=== PROMPT ===
Write out the full set of records below exactly.

=== RECORDS SUPPLIED ===
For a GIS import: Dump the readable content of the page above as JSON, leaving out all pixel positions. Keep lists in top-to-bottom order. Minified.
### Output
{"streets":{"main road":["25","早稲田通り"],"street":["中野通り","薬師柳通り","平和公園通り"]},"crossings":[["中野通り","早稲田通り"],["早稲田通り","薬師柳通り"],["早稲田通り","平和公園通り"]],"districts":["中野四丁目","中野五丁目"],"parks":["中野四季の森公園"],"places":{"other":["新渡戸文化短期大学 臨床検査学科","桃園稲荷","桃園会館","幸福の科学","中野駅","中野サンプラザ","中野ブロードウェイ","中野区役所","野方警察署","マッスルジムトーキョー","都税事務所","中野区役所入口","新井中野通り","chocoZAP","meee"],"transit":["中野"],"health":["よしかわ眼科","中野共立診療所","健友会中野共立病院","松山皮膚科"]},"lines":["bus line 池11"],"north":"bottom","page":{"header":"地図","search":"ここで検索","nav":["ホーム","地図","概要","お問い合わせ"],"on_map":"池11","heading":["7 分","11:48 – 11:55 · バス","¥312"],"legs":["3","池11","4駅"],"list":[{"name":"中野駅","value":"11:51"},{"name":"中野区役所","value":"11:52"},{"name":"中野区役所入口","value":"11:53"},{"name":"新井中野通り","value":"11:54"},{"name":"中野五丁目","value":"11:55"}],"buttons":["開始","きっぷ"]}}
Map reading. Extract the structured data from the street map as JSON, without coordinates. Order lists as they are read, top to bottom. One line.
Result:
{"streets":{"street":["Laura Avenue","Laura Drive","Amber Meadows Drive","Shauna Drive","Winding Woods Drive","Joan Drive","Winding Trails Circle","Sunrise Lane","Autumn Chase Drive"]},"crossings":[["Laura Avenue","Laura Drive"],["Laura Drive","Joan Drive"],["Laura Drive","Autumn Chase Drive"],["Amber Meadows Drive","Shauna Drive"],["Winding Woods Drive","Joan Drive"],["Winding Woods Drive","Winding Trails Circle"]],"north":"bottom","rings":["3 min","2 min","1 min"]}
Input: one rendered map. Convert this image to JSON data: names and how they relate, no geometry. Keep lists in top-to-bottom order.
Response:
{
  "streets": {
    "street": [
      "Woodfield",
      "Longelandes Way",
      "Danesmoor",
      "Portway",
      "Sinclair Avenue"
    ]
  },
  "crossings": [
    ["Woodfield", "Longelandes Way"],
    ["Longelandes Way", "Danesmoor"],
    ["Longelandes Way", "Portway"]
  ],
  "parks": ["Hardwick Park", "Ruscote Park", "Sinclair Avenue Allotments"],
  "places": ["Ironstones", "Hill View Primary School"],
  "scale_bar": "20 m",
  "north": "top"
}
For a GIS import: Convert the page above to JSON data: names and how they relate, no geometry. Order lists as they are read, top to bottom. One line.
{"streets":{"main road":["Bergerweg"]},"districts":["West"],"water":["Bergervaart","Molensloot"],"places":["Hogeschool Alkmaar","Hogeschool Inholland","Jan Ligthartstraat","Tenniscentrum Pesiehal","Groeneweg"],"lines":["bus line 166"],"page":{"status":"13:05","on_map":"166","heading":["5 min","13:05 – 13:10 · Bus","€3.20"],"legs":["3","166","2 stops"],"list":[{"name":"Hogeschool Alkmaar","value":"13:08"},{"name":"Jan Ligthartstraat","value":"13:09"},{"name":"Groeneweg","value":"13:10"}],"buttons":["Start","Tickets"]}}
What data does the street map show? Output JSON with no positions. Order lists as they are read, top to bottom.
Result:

=== ANSWER TO THE EXERCISE ===
For a GIS import: Dump the readable content of the page above as JSON, leaving out all pixel positions. Keep lists in top-to-bottom order. Minified.
### Output
{"streets":{"main road":["25","早稲田通り"],"street":["中野通り","薬師柳通り","平和公園通り"]},"crossings":[["中野通り","早稲田通り"],["早稲田通り","薬師柳通り"],["早稲田通り","平和公園通り"]],"districts":["中野四丁目","中野五丁目"],"parks":["中野四季の森公園"],"places":{"other":["新渡戸文化短期大学 臨床検査学科","桃園稲荷","桃園会館","幸福の科学","中野駅","中野サンプラザ","中野ブロードウェイ","中野区役所","野方警察署","マッスルジムトーキョー","都税事務所","中野区役所入口","新井中野通り","chocoZAP","meee"],"transit":["中野"],"health":["よしかわ眼科","中野共立診療所","健友会中野共立病院","松山皮膚科"]},"lines":["bus line 池11"],"north":"bottom","page":{"header":"地図","search":"ここで検索","nav":["ホーム","地図","概要","お問い合わせ"],"on_map":"池11","heading":["7 分","11:48 – 11:55 · バス","¥312"],"legs":["3","池11","4駅"],"list":[{"name":"中野駅","value":"11:51"},{"name":"中野区役所","value":"11:52"},{"name":"中野区役所入口","value":"11:53"},{"name":"新井中野通り","value":"11:54"},{"name":"中野五丁目","value":"11:55"}],"buttons":["開始","きっぷ"]}}
Map reading. Extract the structured data from the street map as JSON, without coordinates. Order lists as they are read, top to bottom. One line.
Result:
{"streets":{"street":["Laura Avenue","Laura Drive","Amber Meadows Drive","Shauna Drive","Winding Woods Drive","Joan Drive","Winding Trails Circle","Sunrise Lane","Autumn Chase Drive"]},"crossings":[["Laura Avenue","Laura Drive"],["Laura Drive","Joan Drive"],["Laura Drive","Autumn Chase Drive"],["Amber Meadows Drive","Shauna Drive"],["Winding Woods Drive","Joan Drive"],["Winding Woods Drive","Winding Trails Circle"]],"north":"bottom","rings":["3 min","2 min","1 min"]}
Input: one rendered map. Convert this image to JSON data: names and how they relate, no geometry. Keep lists in top-to-bottom order.
Response:
{
  "streets": {
    "street": [
      "Woodfield",
      "Longelandes Way",
      "Danesmoor",
      "Portway",
      "Sinclair Avenue"
    ]
  },
  "crossings": [
    ["Woodfield", "Longelandes Way"],
    ["Longelandes Way", "Danesmoor"],
    ["Longelandes Way", "Portway"]
  ],
  "parks": ["Hardwick Park", "Ruscote Park", "Sinclair Avenue Allotments"],
  "places": ["Ironstones", "Hill View Primary School"],
  "scale_bar": "20 m",
  "north": "top"
}
For a GIS import: Convert the page above to JSON data: names and how they relate, no geometry. Order lists as they are read, top to bottom. One line.
{"streets":{"main road":["Bergerweg"]},"districts":["West"],"water":["Bergervaart","Molensloot"],"places":["Hogeschool Alkmaar","Hogeschool Inholland","Jan Ligthartstraat","Tenniscentrum Pesiehal","Groeneweg"],"lines":["bus line 166"],"page":{"status":"13:05","on_map":"166","heading":["5 min","13:05 – 13:10 · Bus","€3.20"],"legs":["3","166","2 stops"],"list":[{"name":"Hogeschool Alkmaar","value":"13:08"},{"name":"Jan Ligthartstraat","value":"13:09"},{"name":"Groeneweg","value":"13:10"}],"buttons":["Start","Tickets"]}}
What data does the street map show? Output JSON with no positions. Order lists as they are read, top to bottom.
Result:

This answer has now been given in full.